Task directions:
Repeat the following data exactly, omitting pictures.

Information given:

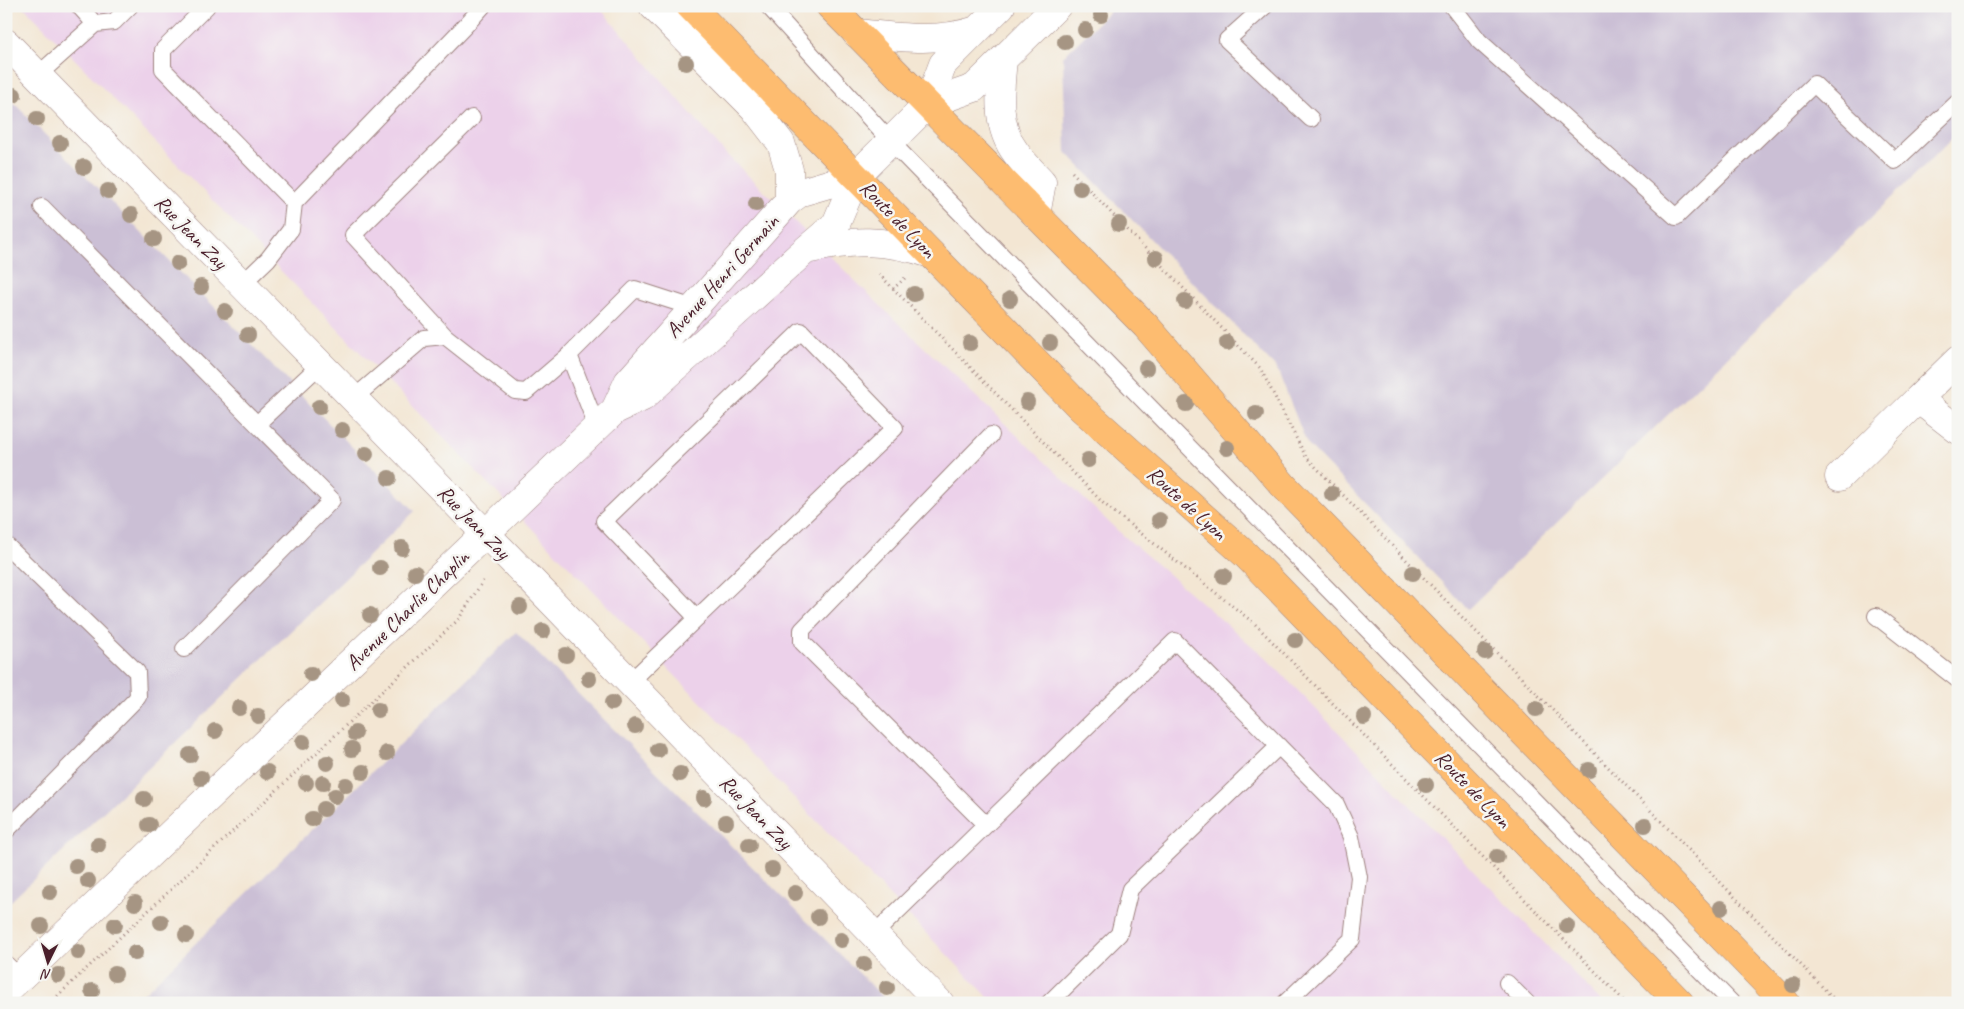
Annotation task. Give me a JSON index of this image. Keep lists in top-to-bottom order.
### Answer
{
  "streets": {
    "main road": ["Route de Lyon"],
    "street": ["Rue Jean Zay", "Avenue Henri Germain", "Avenue Charlie Chaplin"]
  },
  "crossings": [
    ["Route de Lyon", "Avenue Henri Germain"],
    ["Rue Jean Zay", "Avenue Henri Germain"],
    ["Rue Jean Zay", "Avenue Charlie Chaplin"],
    ["Avenue Henri Germain", "Avenue Charlie Chaplin"]
  ],
  "north": "bottom"
}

Solution to this problem:
Annotation task. Give me a JSON index of this image. Keep lists in top-to-bottom order.
### Answer
{
  "streets": {
    "main road": ["Route de Lyon"],
    "street": ["Rue Jean Zay", "Avenue Henri Germain", "Avenue Charlie Chaplin"]
  },
  "crossings": [
    ["Route de Lyon", "Avenue Henri Germain"],
    ["Rue Jean Zay", "Avenue Henri Germain"],
    ["Rue Jean Zay", "Avenue Charlie Chaplin"],
    ["Avenue Henri Germain", "Avenue Charlie Chaplin"]
  ],
  "north": "bottom"
}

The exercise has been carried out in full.